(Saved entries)
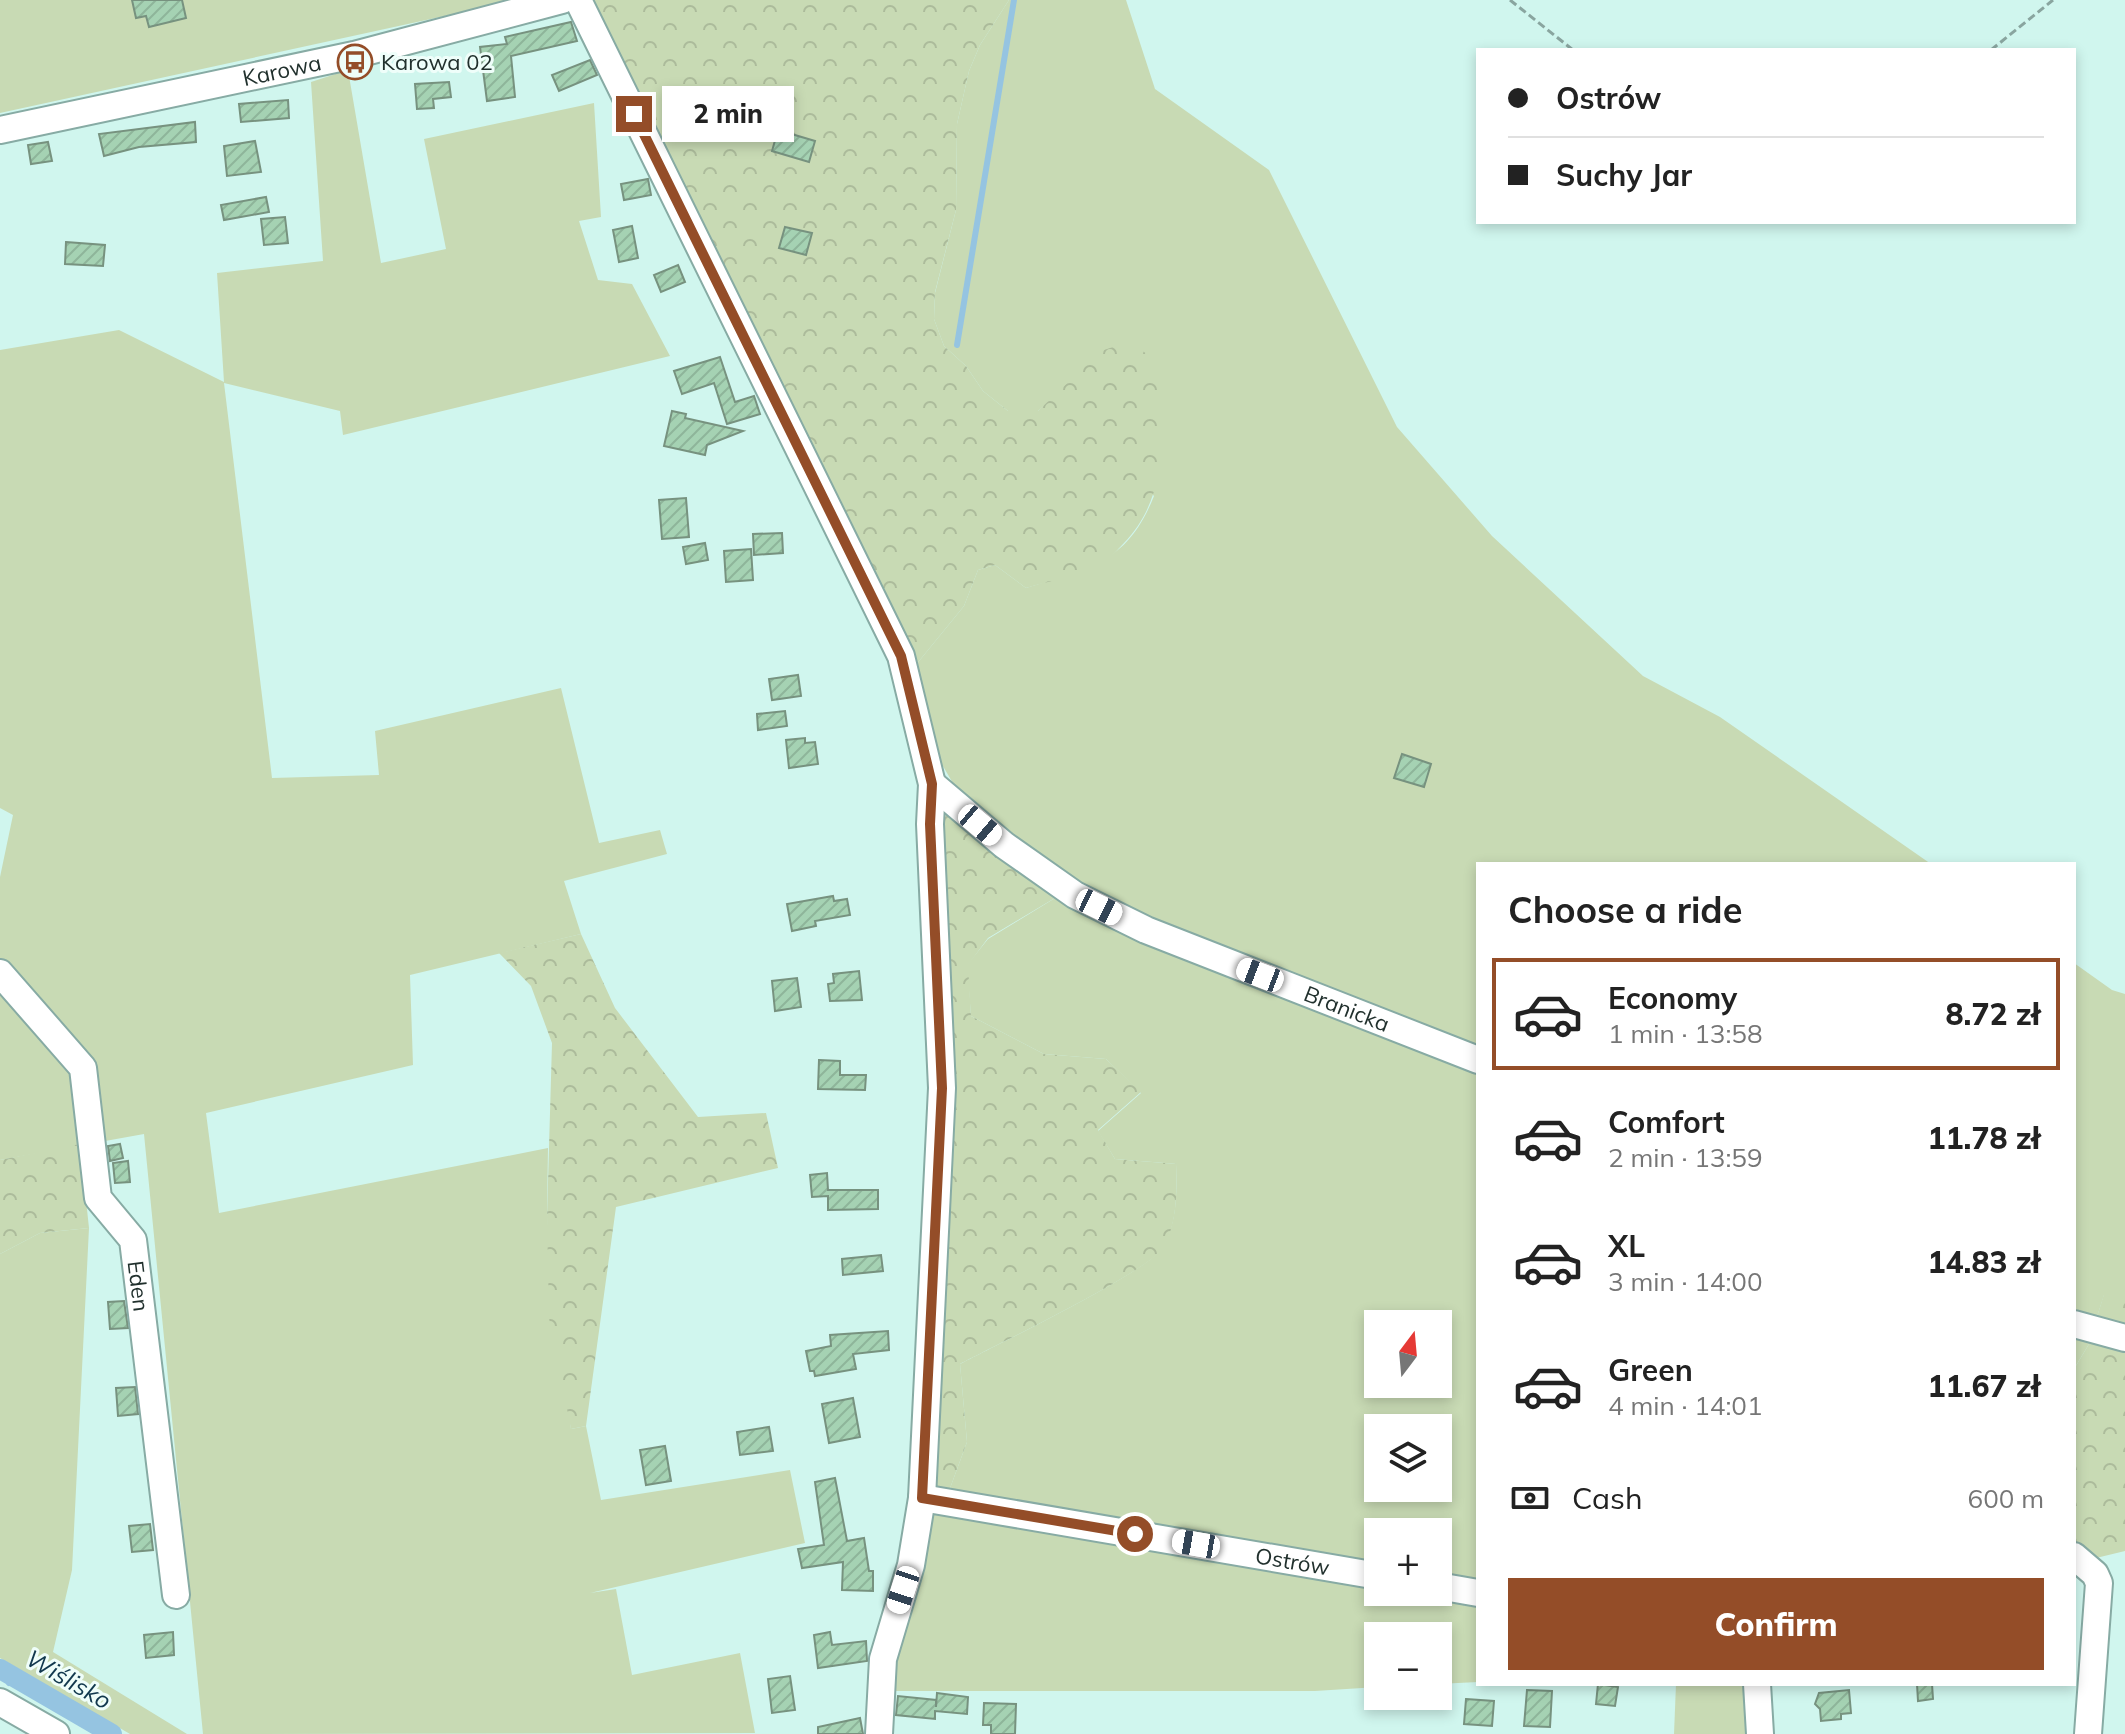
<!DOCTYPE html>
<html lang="en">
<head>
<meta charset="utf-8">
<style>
	body { margin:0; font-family:Mulish,sans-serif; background:#f6f6f6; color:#222; height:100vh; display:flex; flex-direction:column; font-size:30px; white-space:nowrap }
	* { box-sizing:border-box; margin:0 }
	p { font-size:26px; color:#767676 }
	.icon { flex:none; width:44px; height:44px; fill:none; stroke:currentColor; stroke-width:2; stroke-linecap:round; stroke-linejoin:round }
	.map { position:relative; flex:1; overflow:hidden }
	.panel { position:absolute; left:1476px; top:862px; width:600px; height:824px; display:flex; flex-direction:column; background:#fff; border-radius:0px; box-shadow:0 4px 12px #0003 }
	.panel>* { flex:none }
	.hud { position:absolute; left:1476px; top:48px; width:600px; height:176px; border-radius:0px; box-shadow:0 4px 12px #0003; display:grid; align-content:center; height:176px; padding:0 32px; background:#fff }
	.needle { width:52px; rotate:16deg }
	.tools { position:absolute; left:1364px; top:1310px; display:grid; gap:16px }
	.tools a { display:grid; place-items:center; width:88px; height:88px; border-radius:0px; background:#fff; box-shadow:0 4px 12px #0003; font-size:40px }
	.end { position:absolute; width:36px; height:36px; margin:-18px; border:10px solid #944d28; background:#fff; box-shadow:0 0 0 4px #fff }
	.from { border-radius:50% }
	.bubble { position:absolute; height:56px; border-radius:0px; background:#fff; box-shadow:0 4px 12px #0003; font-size:26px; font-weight:800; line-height:56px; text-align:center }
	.car { position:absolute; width:24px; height:48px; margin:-24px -12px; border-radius:10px; box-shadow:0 0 6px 2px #0007; background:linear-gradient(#fff 24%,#345 0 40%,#fff 0 76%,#345 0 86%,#fff 0) }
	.hud b { display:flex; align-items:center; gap:28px; height:76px; font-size:30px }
	.hud b+b { border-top:2px solid #e0e0e0 }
	.hud i { width:20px; height:20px; background:#222 }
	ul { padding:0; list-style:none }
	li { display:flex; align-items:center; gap:24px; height:112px; margin:0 16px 12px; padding:0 16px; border:4px solid transparent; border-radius:0px }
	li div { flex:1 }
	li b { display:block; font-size:30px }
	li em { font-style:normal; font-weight:800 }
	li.selected { border-color:#944d28 }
	li>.icon { width:72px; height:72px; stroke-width:1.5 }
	h2 { padding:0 32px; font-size:36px; line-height:96px }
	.pay { display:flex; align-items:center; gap:20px; height:88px; padding:0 32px; font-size:30px }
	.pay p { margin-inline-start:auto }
	.button { display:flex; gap:16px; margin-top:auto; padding:16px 32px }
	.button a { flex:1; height:92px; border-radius:0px; background:#944d28; color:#fff; font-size:32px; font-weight:800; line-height:92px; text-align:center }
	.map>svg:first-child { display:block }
	.green { fill:#c8dab4; fill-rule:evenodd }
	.forest { fill:url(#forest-crowns) }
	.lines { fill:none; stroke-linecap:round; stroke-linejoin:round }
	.stream { stroke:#95c4e1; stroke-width:6 }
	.canal { stroke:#95c4e1; stroke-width:20 }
	.building { fill:url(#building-hatch); stroke:#77927f; stroke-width:2 }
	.minor-casing { stroke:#87aba4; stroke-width:30 }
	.path { stroke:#89a59f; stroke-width:3; stroke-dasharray:8 4; stroke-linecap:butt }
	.minor { stroke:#fff; stroke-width:26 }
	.route { stroke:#944d28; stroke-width:10 }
	.labels { text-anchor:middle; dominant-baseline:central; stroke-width:6; stroke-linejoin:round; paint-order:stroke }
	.poi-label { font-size:22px; fill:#21302d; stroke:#effefa; text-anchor:start }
	.street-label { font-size:22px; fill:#21302d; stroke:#effefa }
	.water-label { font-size:24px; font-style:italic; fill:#11384d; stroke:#effefa }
</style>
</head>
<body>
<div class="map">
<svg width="2125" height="1734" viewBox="0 0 2125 1734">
	<defs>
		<pattern id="forest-crowns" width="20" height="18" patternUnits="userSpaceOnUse" patternTransform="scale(2)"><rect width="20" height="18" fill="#c8dab4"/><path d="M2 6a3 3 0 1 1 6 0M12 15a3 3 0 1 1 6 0" fill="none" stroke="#acbb9b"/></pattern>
		<pattern id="building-hatch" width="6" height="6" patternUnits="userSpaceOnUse" patternTransform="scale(2)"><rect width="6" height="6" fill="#a5d2b3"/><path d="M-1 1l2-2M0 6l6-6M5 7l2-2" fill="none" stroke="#8eb59a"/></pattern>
	</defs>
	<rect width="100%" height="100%" fill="#d0f6ee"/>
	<g class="green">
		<polygon points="0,0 518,0 0,113"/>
		<path d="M1009,0H1126L1155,89L1269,170L1397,427L1492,536L1643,676L1720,717L1931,864H1478V1045L1179,934L1082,887L1015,842L954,785L933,749L915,666L964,606L978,570L995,565L1026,588C1089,568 1127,564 1154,496L1060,392L1038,411H1008L983,391L966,366L944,346L934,319L935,293L956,210L957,124L969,71L980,45Z"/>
		<polygon points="348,70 381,263 446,249 424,139 594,103 601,217 579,221 598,280 632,284 670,356 343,435 340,411 224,383 272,778 379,775 375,731 561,688 599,843 660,830 667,854 564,881 581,934 410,975 413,1065 206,1113 219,1213 548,1148 547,1217 571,1429 586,1426 601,1500 790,1470 805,1543 590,1593 616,1589 632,1675 740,1653 755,1733 203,1734 144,1134 0,1160 0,877 13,815 0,808 0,350 119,330 224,382 217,273 323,261 311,82"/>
		<path d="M1060,895L1478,1069V1584L1438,1577V1532H1378V1567L949,1491L967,1442L960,1364C994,1346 1148,1272 1162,1248C1178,1222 1176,1194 1177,1164L1115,1159L1098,1131L1141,1093L1106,1059L1044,1054L971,1016L967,965L988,939ZM1378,1324H1438V1384H1378ZM1378,1428H1438V1488H1378Z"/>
		<polygon points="2074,963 2112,990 2125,994 2125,1294 2104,1295 2096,1320 2074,1313"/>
		<polygon points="89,1228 72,1570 53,1652 187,1734 130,1734 0,1658 0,1254 40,1233"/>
		<polygon points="2074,1333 2092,1339 2074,1369"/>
		<polygon points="929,1508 1378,1585 1378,1592 1420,1592 1478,1602 1478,1682 1438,1684 1438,1636 1378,1636 1378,1687 1315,1691 896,1691 888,1653"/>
		<polygon points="1676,1684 1751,1684 1754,1734 1674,1734"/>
	</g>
	<g class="forest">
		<path d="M594,0H1009L980,45L969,71L957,124L956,210L935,292L934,319L944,346L966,366L983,391L1008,411H1038L1101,351L1128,342L1152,357C1165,421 1172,493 1124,543C1117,550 1110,559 1102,564C1078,577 1051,580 1026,588L995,565L978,570L964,606L915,666Z"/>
		<path d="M941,810L956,815L1060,895L988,938L968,965L971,1016L1044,1054L1106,1059L1141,1092L1098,1130L1115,1159L1177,1164C1176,1194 1178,1222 1163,1248C1148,1272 994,1346 960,1364L967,1442L949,1491L928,1487Z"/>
		<polygon points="581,934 615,1008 698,1117 766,1113 778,1168 616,1207 586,1426 571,1429 549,1318 547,1217 552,1043 531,986 499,953"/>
		<polygon points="80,1144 89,1228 40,1233 0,1254 0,1160"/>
		<polygon points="2104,1294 2125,1294 2125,1328 2096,1320"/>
		<polygon points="2092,1339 2125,1348 2125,1551 2092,1559 2074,1548 2074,1369"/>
	</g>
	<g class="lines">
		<g class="stream">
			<polyline points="957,345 1014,0"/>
			<polyline points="9,1683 15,1679"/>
		</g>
		<polyline class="canal" points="0,1669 112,1734"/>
	</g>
	<g class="building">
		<polygon points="132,0 182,0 186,18 149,27 146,16 136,18"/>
		<polygon points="571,22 577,41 511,56 515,97 487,101 480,47 507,44 505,37"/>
		<polygon points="590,60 597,75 559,91 552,75"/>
		<polygon points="449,82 451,97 433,99 434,108 417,109 415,84"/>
		<polygon points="288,100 289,118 241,122 239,104"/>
		<polygon points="195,122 196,142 139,147 104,156 99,134"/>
		<polygon points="778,130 815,141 809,162 772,151"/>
		<polygon points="255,141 261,172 227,176 224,146"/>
		<polygon points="48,142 52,161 31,164 28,145"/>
		<polygon points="648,179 651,195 624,200 621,184"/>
		<polygon points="266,197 269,212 224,220 221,205"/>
		<polygon points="285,217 288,243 264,245 261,219"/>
		<polygon points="632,226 638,258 619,262 613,230"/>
		<polygon points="785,227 812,233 806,255 779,248"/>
		<polygon points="66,242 105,245 103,266 65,264"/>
		<polygon points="678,265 685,282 661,292 654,275"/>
		<polygon points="720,357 735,402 754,396 760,414 727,424 714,383 682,394 674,371"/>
		<polygon points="672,411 686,414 685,418 743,431 707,445 705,455 664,446"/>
		<polygon points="686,498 689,537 662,539 659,500"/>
		<polygon points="782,533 783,553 754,555 753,534"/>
		<polygon points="705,543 708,560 686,564 683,547"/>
		<polygon points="751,549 753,580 726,582 724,551"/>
		<polygon points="798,675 801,696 772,700 769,679"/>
		<polygon points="785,711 787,726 758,730 757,714"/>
		<polygon points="805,738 805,743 815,742 818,764 789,768 786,740"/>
		<polygon points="1402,754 1431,764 1424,787 1394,778"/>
		<polygon points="833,896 834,901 847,899 850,915 815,921 816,926 792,931 787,904"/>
		<polygon points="859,971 862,1000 830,1001 828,984 834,983 833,974"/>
		<polygon points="797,978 801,1007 775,1011 772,981"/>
		<polygon points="819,1060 840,1061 840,1075 866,1075 865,1090 818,1089"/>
		<polygon points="120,1144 123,1158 110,1161 108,1146"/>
		<polygon points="128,1161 130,1182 115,1183 113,1163"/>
		<polygon points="827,1173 828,1190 878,1190 878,1209 828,1210 828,1196 812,1197 810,1175"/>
		<polygon points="881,1255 883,1271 843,1275 842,1259"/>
		<polygon points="124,1301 128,1328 110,1329 108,1302"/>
		<polygon points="888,1331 889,1350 853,1354 856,1369 815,1376 814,1371 810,1371 806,1351 831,1346 830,1335"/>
		<polygon points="135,1387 138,1414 118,1416 116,1388"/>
		<polygon points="853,1398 860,1437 829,1443 822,1404"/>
		<polygon points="769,1427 773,1451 740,1455 737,1432"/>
		<polygon points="665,1446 671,1481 646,1485 640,1450"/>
		<polygon points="835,1478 847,1541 864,1538 869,1571 873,1571 873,1591 842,1590 843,1562 802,1568 798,1549 824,1545 815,1482"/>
		<polygon points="150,1524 153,1550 132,1552 129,1526"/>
		<polygon points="173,1632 174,1655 146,1658 144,1635"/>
		<polygon points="830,1632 832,1645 866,1641 867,1661 818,1668 814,1635"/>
		<polygon points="790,1676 795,1710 772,1713 768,1679"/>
		<polygon points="1598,1684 1618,1687 1615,1706 1596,1704"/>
		<polygon points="1917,1684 1932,1684 1933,1699 1918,1701"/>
		<polygon points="1527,1690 1552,1691 1550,1727 1524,1726"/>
		<polygon points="1849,1690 1851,1713 1841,1714 1841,1719 1821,1721 1820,1709 1815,1704 1819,1693"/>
		<polygon points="937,1693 968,1697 967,1714 935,1711 935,1719 896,1715 898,1696 936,1700 936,1707"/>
		<polygon points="1466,1699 1494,1701 1492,1726 1464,1724"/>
		<polygon points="984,1703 1016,1704 1015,1734 991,1734 991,1725 983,1725"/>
		<polygon points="860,1718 863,1734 818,1734 818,1727"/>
	</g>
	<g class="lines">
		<g class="minor-casing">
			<g id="minor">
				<polyline points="578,0 901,656 932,784 930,824 942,1088 922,1498 911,1565 883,1659 879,1734"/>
				<path id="s1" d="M0,130L354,55L562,0"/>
				<path id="s2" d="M932,784L1004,845L1075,895L1146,930L1478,1060"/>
				<path id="s3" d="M0,973L83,1068L98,1198L133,1240L176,1595"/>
				<polyline points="2074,1324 2125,1338"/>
				<path id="s4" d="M922,1498L1378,1576"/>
				<polyline points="2074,1556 2095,1574 2099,1583 2088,1734"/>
				<polyline points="1438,1586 1478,1593"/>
				<polyline points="1757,1684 1760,1734"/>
				<polyline points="0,1702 56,1734"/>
			</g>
		</g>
		<g class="path">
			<polyline points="1510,0 1573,50"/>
			<polyline points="1991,50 2053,0"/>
		</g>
		<use href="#minor" class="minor"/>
	</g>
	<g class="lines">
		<polyline class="route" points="634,114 901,656 932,784 930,824 942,1088 922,1498 1135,1534"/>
	</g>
	<defs>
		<g id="bus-ring" transform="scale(1.8)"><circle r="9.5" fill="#effefa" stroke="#944d28" stroke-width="1.5"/><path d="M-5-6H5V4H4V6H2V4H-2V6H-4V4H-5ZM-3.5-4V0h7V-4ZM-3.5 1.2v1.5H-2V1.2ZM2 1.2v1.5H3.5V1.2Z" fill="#944d28"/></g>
	</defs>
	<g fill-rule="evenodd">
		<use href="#bus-ring" x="355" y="62"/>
	</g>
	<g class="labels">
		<g class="poi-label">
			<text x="381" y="62">Karowa 02</text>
		</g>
		<g class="street-label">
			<text stroke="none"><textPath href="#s1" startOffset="288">Karowa</textPath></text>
			<text stroke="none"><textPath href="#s2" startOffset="476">Branicka</textPath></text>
			<text stroke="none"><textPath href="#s3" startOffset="358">Eden</textPath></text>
			<text stroke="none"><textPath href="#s4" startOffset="376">Ostrów</textPath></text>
		</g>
		<g class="water-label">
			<text transform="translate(69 1679) rotate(30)">Wiślisko</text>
		</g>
	</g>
</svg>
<div class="tools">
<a><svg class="needle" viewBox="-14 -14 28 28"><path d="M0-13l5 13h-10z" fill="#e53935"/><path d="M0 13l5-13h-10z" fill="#767676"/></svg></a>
<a><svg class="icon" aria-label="layers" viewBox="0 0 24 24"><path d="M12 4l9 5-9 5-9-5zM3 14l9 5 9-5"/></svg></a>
<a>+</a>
<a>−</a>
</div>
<i class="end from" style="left:1135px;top:1534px"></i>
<i class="end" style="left:634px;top:114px"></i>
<div class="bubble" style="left:662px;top:86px;width:132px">2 min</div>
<i class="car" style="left:980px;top:825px;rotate:130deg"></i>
<i class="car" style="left:1099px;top:907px;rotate:116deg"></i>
<i class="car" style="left:1260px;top:975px;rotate:291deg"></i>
<i class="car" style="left:1196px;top:1544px;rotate:280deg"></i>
<i class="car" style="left:903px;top:1590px;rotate:198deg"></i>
<div class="hud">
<b><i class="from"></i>Ostrów</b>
<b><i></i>Suchy Jar</b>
</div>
<section class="panel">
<h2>Choose a ride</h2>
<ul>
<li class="selected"><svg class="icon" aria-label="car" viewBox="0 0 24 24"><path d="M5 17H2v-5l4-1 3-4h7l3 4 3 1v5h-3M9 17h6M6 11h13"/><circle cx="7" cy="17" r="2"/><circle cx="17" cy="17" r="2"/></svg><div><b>Economy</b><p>1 min · 13:58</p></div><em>8.72 zł</em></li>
<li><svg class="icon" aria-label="car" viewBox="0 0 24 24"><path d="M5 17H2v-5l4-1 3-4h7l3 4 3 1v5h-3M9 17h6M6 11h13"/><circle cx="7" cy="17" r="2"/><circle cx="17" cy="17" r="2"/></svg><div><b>Comfort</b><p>2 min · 13:59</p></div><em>11.78 zł</em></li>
<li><svg class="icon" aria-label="car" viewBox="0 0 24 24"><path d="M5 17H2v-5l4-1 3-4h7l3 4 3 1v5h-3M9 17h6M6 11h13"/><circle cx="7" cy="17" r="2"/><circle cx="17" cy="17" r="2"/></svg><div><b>XL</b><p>3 min · 14:00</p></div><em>14.83 zł</em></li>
<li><svg class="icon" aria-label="car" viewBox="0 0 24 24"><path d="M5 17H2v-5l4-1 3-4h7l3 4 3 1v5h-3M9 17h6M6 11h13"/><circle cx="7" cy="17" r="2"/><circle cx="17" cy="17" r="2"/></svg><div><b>Green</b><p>4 min · 14:01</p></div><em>11.67 zł</em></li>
</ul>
<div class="pay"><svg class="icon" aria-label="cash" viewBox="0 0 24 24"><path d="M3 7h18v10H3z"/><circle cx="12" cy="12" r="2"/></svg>Cash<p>600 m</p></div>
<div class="button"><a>Confirm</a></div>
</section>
</div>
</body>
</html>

Activity: With the line holding "display:flex; align-items:center; gap:20px;" as the first and the line holding "display:flex; gap:16px; margin-top:auto;" as the last, set down that range of the entries above exactly, and nothing else.

Task response:
	.pay { display:flex; align-items:center; gap:20px; height:88px; padding:0 32px; font-size:30px }
	.pay p { margin-inline-start:auto }
	.button { display:flex; gap:16px; margin-top:auto; padding:16px 32px }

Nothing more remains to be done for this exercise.